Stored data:
══════
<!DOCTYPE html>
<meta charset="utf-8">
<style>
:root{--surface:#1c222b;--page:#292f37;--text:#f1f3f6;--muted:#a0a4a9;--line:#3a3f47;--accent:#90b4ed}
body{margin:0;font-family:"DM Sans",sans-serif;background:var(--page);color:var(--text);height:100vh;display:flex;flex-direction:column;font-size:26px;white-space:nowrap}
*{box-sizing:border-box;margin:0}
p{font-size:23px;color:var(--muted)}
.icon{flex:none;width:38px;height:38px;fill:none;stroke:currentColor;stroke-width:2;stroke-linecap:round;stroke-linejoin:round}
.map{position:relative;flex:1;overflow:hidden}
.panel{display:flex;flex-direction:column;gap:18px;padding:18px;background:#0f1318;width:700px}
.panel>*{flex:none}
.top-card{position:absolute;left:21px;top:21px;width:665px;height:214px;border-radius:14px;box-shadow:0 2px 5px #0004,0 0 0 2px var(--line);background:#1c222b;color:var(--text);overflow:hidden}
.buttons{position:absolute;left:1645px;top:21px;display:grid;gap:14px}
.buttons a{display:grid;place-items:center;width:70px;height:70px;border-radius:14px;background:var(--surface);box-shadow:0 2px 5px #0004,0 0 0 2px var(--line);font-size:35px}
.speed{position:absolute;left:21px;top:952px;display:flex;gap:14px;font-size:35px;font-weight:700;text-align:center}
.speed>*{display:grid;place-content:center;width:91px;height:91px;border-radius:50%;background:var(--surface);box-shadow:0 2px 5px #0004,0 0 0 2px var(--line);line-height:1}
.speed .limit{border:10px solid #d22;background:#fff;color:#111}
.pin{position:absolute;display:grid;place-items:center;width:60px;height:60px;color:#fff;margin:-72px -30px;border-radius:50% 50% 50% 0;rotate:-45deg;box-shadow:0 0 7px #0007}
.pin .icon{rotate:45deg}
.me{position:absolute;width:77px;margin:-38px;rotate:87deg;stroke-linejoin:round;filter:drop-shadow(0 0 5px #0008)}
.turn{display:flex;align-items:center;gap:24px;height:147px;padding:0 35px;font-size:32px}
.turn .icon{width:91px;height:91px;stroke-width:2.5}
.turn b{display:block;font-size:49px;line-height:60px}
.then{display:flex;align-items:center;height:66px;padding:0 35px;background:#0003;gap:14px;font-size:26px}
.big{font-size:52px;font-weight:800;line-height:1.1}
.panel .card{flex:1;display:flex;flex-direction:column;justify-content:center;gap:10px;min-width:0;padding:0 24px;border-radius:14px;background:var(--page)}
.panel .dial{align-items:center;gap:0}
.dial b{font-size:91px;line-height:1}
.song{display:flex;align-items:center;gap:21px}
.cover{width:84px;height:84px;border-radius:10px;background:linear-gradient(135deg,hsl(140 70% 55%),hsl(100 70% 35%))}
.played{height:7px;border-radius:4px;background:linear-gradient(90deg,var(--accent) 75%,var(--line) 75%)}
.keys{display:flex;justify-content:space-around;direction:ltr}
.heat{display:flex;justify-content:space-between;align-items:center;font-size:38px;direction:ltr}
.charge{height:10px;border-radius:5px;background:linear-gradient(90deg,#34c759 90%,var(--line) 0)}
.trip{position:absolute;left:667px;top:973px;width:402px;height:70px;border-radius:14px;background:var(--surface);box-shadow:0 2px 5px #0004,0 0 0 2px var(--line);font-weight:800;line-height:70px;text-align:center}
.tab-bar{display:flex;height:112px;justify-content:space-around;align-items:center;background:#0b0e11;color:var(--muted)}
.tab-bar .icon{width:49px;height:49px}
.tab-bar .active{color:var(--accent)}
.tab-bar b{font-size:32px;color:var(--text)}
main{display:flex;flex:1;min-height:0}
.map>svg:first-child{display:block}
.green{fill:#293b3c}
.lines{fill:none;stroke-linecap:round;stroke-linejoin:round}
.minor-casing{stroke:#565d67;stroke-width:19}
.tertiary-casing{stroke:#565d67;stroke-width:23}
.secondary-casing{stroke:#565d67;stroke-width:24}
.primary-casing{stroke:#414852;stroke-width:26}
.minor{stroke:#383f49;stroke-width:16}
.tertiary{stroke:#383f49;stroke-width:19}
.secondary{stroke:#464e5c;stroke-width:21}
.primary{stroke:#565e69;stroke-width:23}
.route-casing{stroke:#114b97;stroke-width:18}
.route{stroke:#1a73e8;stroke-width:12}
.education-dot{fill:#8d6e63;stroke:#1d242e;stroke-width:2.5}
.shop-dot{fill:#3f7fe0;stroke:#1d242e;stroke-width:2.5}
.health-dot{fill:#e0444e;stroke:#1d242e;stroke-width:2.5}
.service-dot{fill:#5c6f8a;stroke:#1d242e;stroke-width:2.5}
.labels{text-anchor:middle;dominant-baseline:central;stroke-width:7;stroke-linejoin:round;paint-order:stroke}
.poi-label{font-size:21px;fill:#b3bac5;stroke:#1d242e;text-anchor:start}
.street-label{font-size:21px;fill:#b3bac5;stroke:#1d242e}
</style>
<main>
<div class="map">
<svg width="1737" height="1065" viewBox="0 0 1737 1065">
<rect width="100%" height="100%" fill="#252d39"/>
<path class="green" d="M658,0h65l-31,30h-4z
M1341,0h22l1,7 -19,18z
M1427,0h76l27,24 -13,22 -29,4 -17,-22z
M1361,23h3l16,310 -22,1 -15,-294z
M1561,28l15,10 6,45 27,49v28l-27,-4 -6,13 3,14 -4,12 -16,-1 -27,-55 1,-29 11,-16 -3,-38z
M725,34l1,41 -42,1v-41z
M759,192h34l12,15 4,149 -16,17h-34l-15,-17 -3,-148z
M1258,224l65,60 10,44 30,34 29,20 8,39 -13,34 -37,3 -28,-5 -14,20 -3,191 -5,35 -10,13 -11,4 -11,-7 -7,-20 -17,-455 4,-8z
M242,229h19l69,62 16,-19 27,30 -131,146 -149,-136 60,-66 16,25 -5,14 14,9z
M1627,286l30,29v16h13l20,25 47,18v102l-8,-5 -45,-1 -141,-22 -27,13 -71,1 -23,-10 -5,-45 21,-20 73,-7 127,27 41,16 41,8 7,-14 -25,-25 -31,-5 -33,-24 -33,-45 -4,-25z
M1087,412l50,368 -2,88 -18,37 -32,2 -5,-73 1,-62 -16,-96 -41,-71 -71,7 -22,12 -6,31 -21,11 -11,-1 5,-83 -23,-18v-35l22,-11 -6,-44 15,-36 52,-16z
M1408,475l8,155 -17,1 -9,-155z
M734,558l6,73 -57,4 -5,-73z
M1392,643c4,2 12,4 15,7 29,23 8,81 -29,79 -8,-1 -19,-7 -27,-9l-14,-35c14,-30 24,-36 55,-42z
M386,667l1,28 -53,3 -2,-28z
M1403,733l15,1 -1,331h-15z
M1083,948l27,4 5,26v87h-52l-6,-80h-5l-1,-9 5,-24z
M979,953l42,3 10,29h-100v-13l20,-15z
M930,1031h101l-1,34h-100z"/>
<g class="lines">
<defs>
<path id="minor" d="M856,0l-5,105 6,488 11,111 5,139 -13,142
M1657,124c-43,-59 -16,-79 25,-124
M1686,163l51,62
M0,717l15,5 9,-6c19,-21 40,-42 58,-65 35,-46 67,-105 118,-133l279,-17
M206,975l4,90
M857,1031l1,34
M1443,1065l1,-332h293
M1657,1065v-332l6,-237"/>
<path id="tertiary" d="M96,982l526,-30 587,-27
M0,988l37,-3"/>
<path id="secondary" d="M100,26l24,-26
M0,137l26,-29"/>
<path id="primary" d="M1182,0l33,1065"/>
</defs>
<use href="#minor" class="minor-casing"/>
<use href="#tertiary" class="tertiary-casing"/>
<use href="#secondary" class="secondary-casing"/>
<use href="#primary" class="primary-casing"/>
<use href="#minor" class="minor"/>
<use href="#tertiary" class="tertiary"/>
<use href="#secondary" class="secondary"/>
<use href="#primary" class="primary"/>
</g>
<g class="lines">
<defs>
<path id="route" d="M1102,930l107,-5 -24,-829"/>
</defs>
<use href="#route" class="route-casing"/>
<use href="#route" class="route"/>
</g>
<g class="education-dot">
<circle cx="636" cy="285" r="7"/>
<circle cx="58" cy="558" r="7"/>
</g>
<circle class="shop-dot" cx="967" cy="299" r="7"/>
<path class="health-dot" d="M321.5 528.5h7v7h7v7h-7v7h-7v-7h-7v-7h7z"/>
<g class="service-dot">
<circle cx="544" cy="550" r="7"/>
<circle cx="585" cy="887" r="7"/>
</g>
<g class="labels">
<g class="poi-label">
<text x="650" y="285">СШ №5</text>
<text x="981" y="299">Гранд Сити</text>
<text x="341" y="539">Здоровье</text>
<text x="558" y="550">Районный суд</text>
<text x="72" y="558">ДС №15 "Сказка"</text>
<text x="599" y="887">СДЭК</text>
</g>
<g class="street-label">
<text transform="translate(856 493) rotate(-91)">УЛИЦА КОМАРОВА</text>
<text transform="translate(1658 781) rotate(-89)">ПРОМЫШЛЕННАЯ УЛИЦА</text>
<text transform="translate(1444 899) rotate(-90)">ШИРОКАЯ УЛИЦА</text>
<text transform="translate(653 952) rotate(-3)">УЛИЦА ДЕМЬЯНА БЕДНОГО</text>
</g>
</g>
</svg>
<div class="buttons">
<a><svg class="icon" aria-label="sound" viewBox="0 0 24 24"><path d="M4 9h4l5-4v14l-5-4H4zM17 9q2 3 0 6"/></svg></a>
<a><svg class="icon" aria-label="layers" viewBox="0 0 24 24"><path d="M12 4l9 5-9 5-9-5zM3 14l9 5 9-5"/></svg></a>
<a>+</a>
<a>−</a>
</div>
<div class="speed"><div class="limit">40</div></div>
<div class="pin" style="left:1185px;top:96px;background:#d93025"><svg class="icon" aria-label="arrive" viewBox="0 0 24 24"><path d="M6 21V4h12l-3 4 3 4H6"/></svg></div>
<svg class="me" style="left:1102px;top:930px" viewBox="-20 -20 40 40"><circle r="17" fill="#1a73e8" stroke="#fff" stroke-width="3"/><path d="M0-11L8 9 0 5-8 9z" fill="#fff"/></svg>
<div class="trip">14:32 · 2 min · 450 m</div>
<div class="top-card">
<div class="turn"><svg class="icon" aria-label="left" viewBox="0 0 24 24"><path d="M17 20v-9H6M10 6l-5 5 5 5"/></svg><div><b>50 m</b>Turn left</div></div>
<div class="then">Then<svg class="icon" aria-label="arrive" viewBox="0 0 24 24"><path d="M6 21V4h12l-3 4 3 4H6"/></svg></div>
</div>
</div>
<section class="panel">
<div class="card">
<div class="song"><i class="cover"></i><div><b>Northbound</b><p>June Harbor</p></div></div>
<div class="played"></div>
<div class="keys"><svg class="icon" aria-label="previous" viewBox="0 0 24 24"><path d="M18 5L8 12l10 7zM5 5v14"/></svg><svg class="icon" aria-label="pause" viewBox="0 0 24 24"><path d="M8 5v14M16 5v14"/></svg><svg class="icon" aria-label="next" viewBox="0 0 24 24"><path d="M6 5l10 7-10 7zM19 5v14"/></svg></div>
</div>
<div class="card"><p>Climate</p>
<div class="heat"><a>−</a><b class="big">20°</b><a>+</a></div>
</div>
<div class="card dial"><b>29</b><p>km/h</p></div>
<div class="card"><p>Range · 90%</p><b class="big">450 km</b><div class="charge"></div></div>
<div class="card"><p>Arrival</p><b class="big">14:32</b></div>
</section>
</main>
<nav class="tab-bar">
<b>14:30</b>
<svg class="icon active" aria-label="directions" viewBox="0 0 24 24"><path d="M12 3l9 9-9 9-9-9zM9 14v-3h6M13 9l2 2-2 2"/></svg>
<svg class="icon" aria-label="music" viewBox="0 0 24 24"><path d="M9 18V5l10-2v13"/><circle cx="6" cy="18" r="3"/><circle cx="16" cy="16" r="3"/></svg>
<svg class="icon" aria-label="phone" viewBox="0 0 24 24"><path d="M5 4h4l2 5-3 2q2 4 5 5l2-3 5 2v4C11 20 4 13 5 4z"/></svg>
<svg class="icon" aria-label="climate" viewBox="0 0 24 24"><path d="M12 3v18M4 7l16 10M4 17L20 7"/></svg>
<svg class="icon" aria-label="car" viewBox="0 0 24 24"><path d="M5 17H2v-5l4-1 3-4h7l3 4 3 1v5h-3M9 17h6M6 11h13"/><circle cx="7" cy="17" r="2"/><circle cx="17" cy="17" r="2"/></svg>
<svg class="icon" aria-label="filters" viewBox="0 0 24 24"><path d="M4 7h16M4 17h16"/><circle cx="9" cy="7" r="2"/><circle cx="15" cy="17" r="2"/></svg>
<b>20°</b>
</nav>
══════
### Your goal
Look at the records above. Copy every line where the string "song" occurs.

### Solution below
.song{display:flex;align-items:center;gap:21px}
<div class="song"><i class="cover"></i><div><b>Northbound</b><p>June Harbor</p></div></div>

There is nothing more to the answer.